Lipid News

Transport of O-palmitoleated Wnts: Where does the lipid go?

Rie Nygaard Filippo Mancia
By Rie Nygaard and Filippo Mancia
Feb. 16, 2021

Wnts are evolutionarily conserved ligands that signal at short range to regulate morphogenesis, cell fate and stem cell renewal. The first and essential step in Wnts' secretion is their O-palmitoleation by the enzyme porcupine, or PORCN. This lipid modification is unique to Wnts and crucial for limiting their diffusion, restricting Wnt signaling to short range.

Lipid-news-445x561.jpg
Rie Nygaard & Filippo Mancia
The structure of human O-palmitoleated WNT8A (green) in complex with its dedicated carrier WLS (blue). The O-palmitoleate is shown as yellow spheres, and the main structural elements are labeled.

Modification of Wnts has been shown to be essential to their signaling capabilities. After their O-palmitoleation in the endoplasmic reticulum, or ER, Wnts are loaded onto their dedicated transporter Wntless, or WLS, an integral membrane protein with a small soluble domain in the ER lumen. O-palmitoleated Wnts associated with WLS then travel to the plasma membrane, where they are transferred to receptors, such as Frizzled, on the membranes of target cells, in turn triggering the activation of signaling pathways. Structures of Wnt in complex with the cysteine-rich domain, or CRD, of Frizzled have shown how the lipid modification of Wnt is central to binding, with the O-palmitoleate buried deep in a hydrophobic groove of the CRD.

Questions remained about Wnts' transfer from the ER to target cells and the role of the O-palmitoleate: How does the transfer of the O-palmitoleated Wnt from PORCN to WLS occur? Where does the O-palmitoleate reside when Wnts are in complex with WLS, within the protein or in the membrane? How are Wnts released from WLS, and how do they travel with their water-insoluble cargo to neighboring cells?

We recently reported the structure of human O-palmitoleated WNT8A in complex with WLS, determined by single-particle cryo-electron microscopy to 3.2 Å resolution. The structure shows that the WLS membrane domain has close structural homology to G protein–coupled receptors, or GPCRs, with the addition of a transmembrane helix connecting the N-terminus to its luminal domain.

Based on the structures of Wnt bound to the CRD domain of Frizzled, we expected that the O-palmitoleate would be inserted into a hydrophobic binding site within the luminal domain of WLS. Instead, the Wnt hairpin carrying the lipid as a covalent attachment inserts deeply into a conserved hydrophobic cavity in the GPCR-like domain with the O-palmitoleate protruding between two transmembrane helices into the lipid bilayer.

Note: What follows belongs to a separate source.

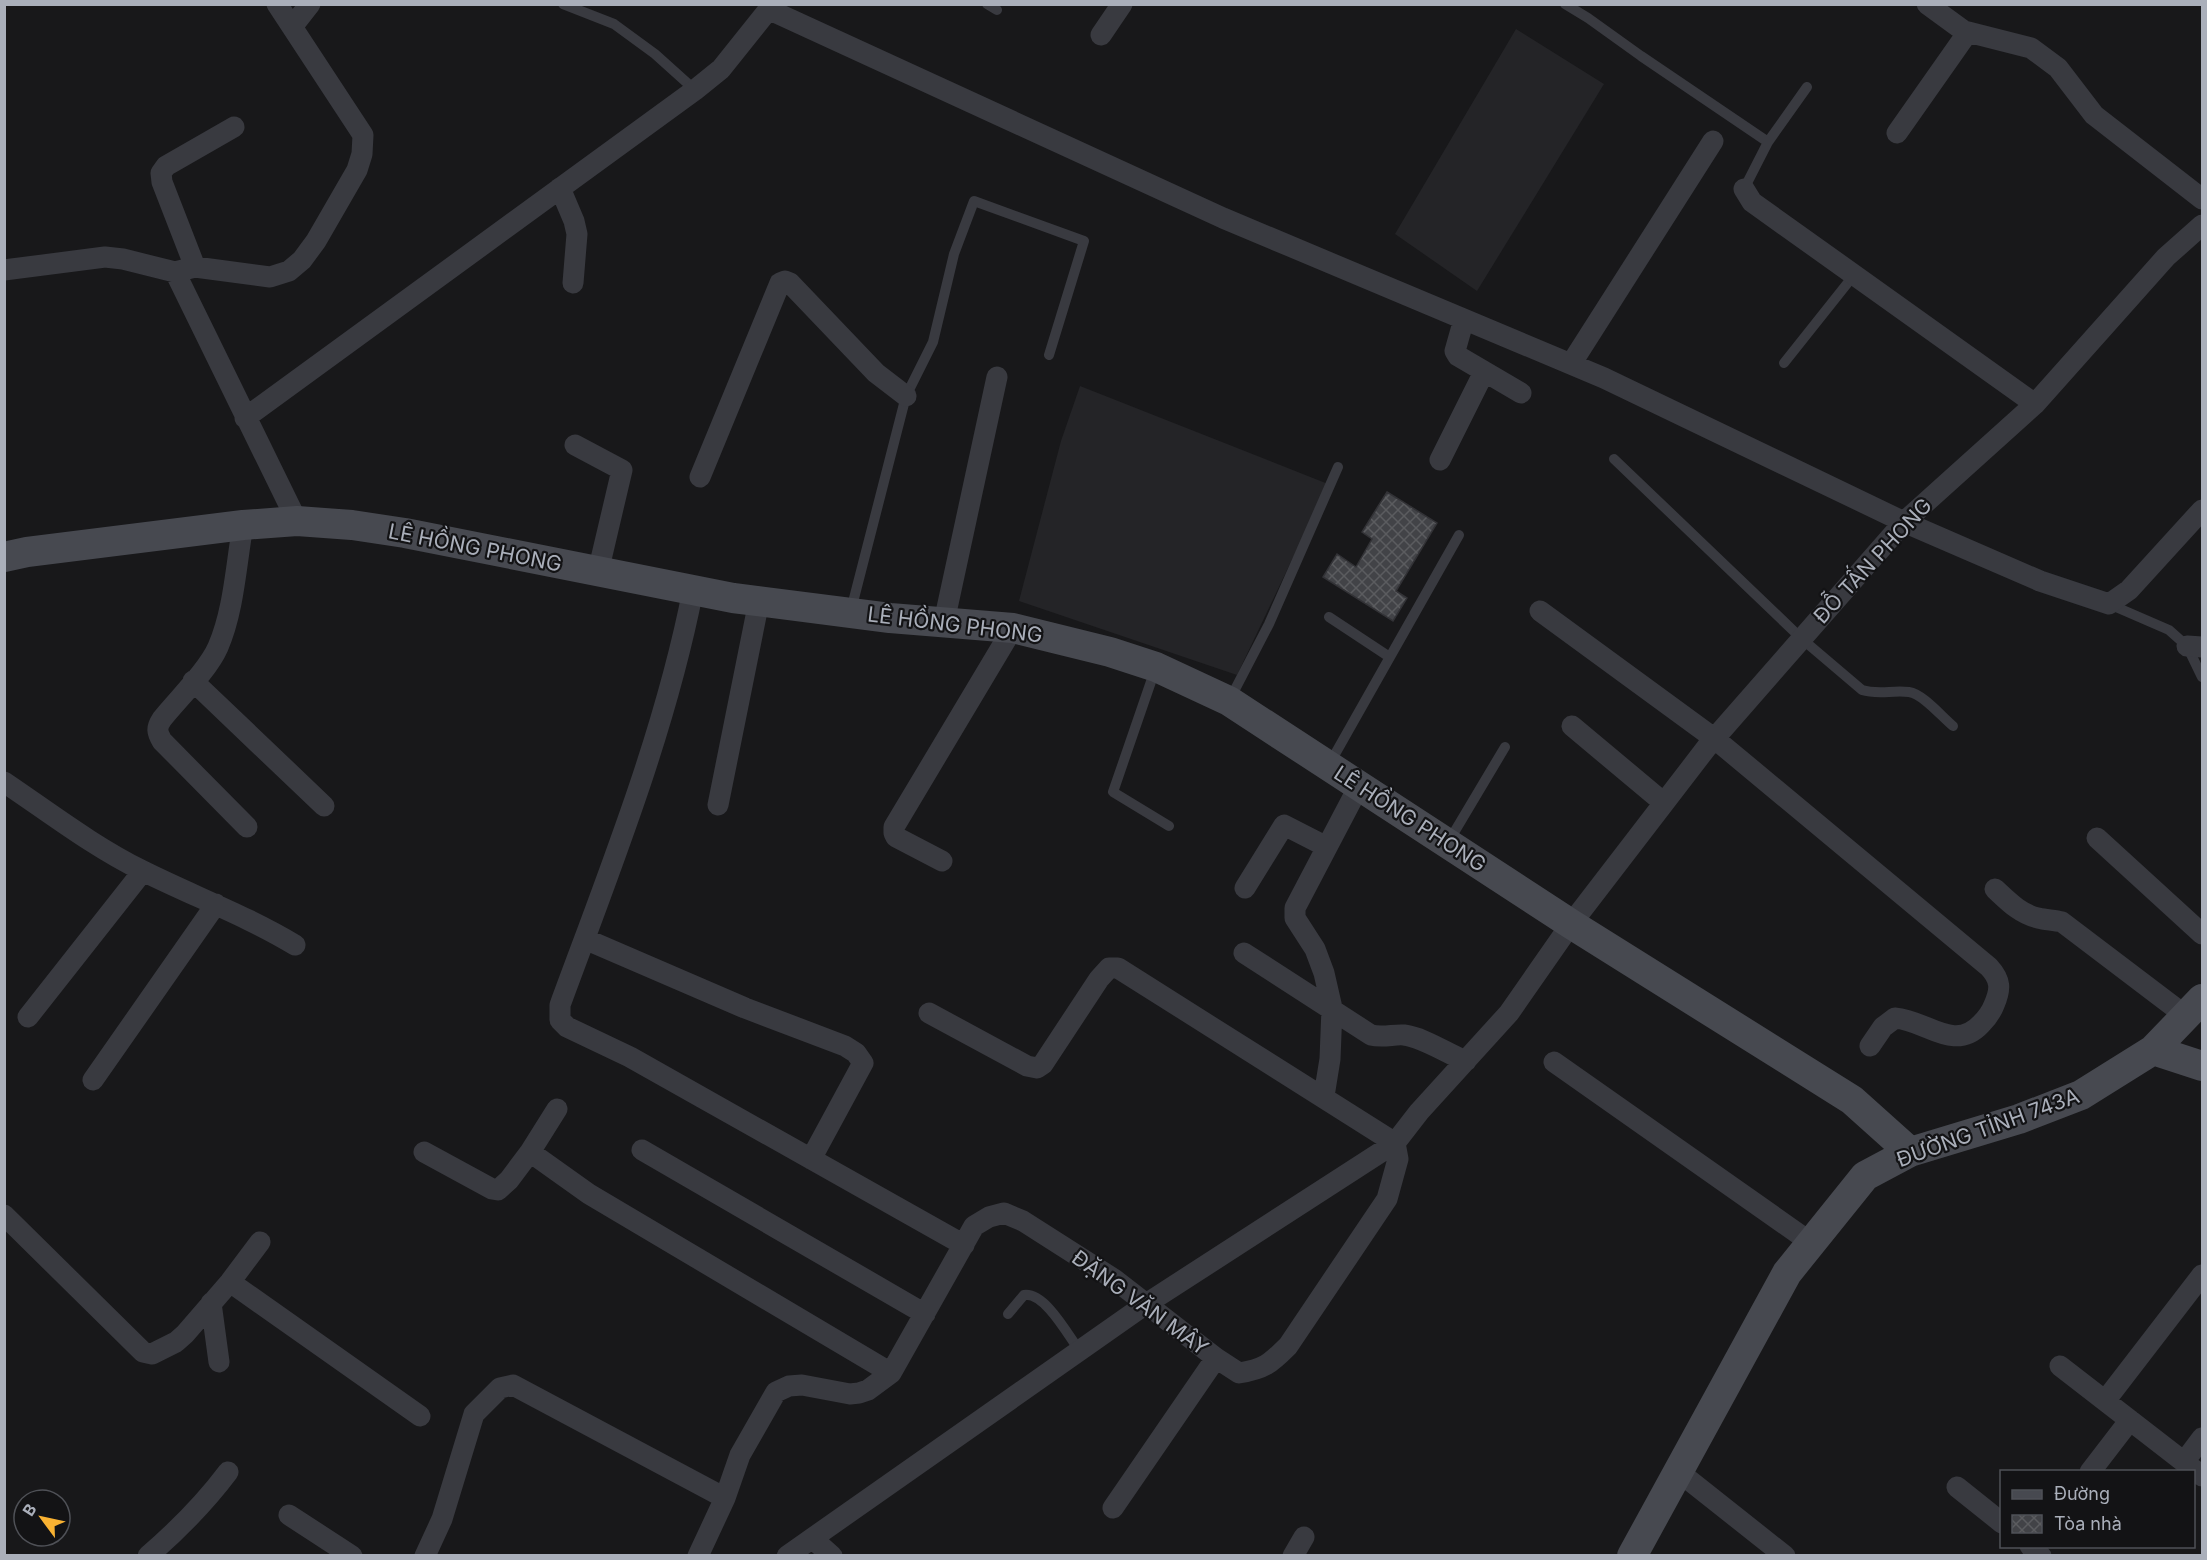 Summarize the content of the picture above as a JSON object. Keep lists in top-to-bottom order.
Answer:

We observed an extensive binding surface between Wnt and WLS, consistent with the known tight interaction between the two, while the energetically favorable environment of the membrane sheltered the hydrophobic cargo. A large opening to the bilayer within the membrane domain of WLS might be the route for shuttling the O-palmitoleate from PORCN to WLS, maintaining the lipid within the bilayer during the transfer and possibly involving a direct interaction between the enzyme and the carrier.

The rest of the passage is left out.